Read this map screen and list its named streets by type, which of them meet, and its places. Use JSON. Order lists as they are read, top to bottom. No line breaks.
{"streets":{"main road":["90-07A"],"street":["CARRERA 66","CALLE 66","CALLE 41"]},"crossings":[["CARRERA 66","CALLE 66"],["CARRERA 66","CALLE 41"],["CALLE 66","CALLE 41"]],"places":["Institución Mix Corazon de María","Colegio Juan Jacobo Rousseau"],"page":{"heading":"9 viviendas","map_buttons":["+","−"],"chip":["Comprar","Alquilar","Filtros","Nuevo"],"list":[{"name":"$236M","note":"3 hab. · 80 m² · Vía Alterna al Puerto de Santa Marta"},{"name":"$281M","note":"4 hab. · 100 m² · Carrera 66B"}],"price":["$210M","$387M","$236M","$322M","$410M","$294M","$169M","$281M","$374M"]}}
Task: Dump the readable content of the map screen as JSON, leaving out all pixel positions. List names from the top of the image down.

---

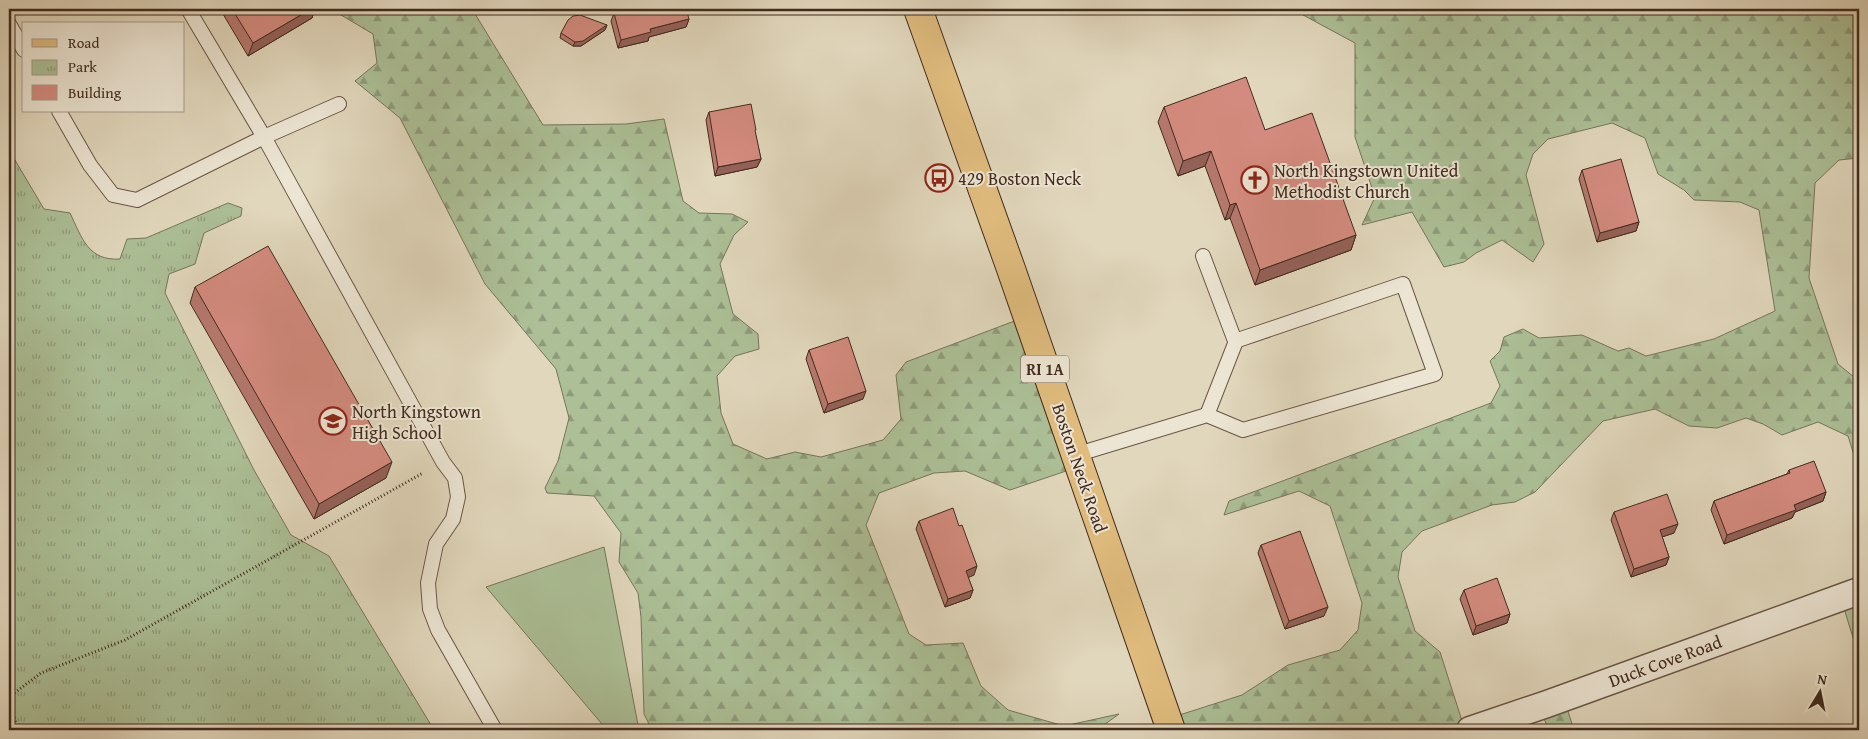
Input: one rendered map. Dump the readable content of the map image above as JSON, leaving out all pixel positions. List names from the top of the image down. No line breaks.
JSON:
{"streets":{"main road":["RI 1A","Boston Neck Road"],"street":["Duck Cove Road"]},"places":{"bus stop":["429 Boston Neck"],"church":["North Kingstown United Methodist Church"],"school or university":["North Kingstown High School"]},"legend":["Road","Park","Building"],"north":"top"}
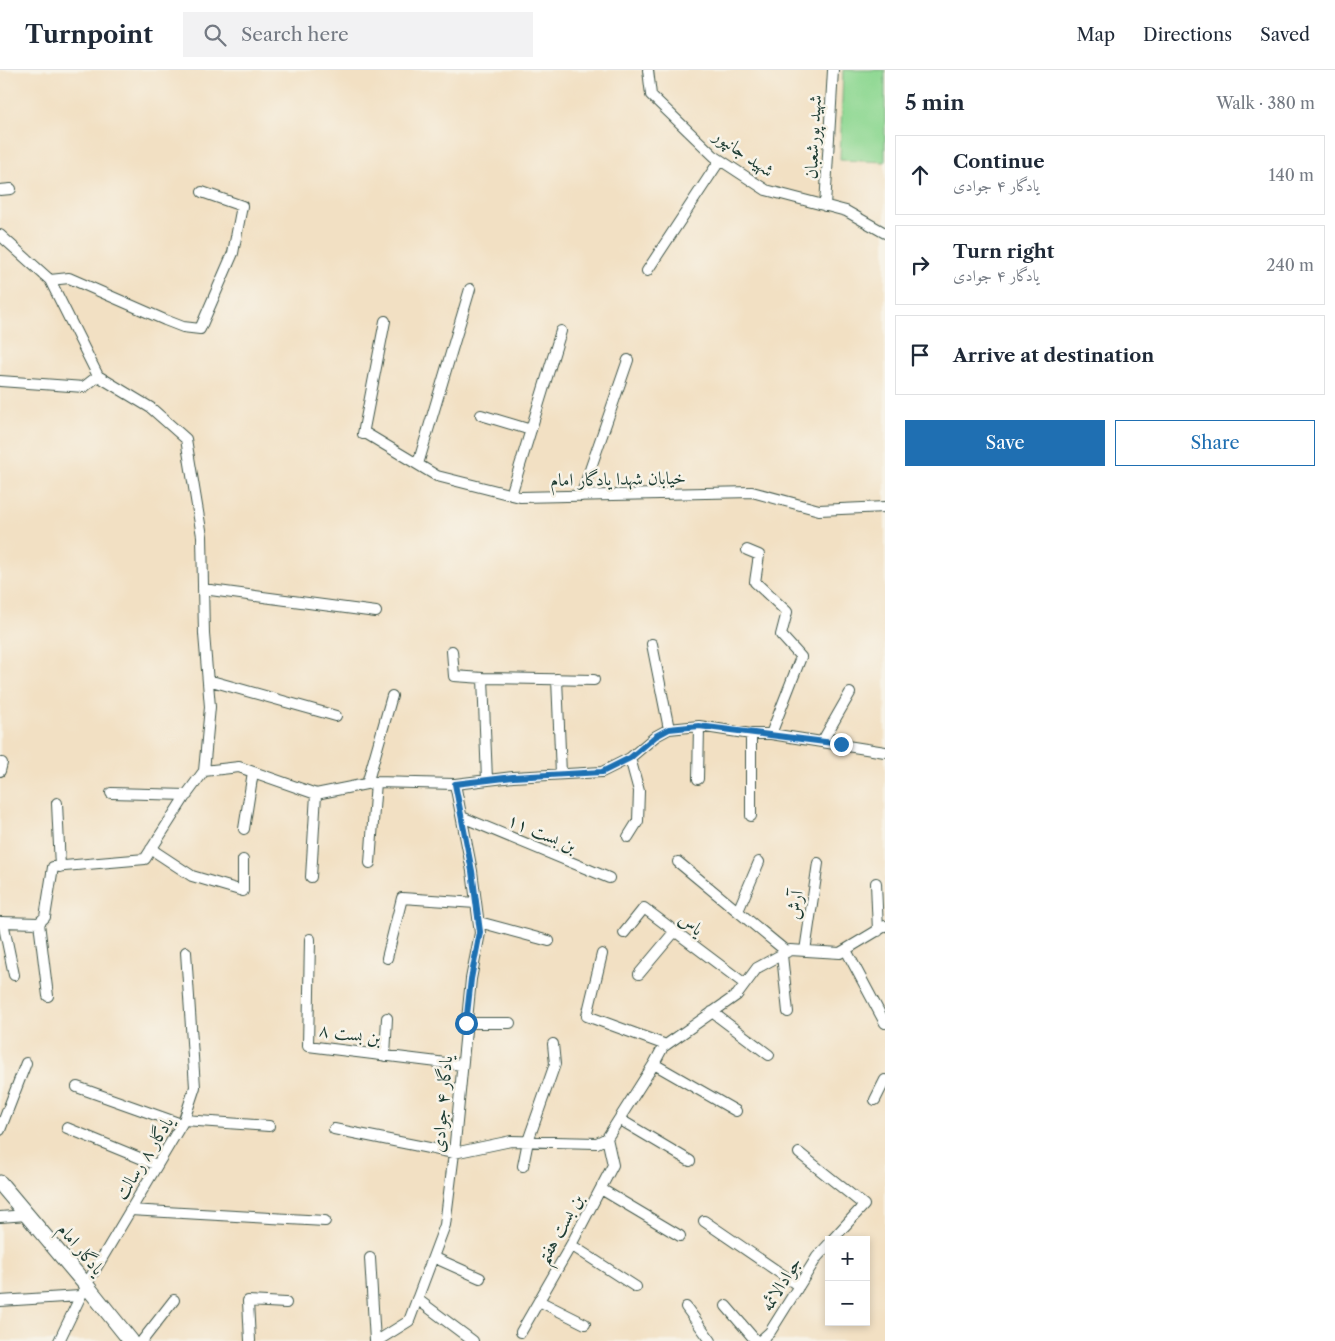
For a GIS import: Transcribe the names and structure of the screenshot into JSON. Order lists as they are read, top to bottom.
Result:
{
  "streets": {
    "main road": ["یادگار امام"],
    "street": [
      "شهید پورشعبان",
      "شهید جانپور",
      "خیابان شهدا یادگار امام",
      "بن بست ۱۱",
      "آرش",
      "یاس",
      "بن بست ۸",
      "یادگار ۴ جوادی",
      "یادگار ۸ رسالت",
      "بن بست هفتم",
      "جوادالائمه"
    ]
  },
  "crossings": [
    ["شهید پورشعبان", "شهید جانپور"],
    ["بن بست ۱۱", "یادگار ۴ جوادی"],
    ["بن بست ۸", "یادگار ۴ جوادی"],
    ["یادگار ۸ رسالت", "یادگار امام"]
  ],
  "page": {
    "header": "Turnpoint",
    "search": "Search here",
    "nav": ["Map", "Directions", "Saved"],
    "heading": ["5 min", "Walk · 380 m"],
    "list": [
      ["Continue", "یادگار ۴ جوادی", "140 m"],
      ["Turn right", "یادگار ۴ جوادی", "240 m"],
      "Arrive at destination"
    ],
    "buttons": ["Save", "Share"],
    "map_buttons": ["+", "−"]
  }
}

...

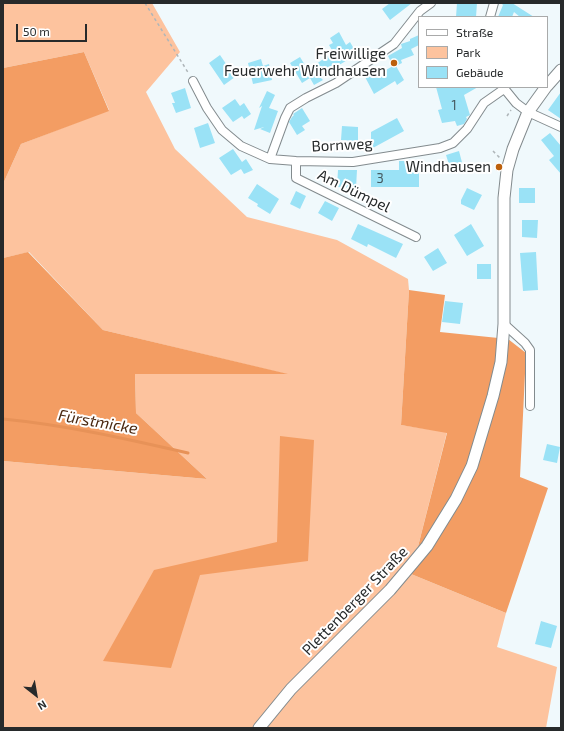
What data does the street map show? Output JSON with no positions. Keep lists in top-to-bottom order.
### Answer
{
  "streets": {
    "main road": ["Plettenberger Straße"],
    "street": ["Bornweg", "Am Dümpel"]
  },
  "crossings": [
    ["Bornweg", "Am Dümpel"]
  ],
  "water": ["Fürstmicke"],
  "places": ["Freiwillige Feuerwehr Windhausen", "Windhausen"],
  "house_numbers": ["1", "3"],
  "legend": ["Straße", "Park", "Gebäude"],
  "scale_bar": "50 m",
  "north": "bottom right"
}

_Description of the task_. Each line that includes the string "image" should be copied from the data.

_Exercise output_.
Task: Dump the readable content of the map screen as JSON, leaving out all pixel positions. List names from the top of the image down.
Input: one rendered map. Dump the readable content of the map image above as JSON, leaving out all pixel positions. List names from the top of the image down. No line breaks.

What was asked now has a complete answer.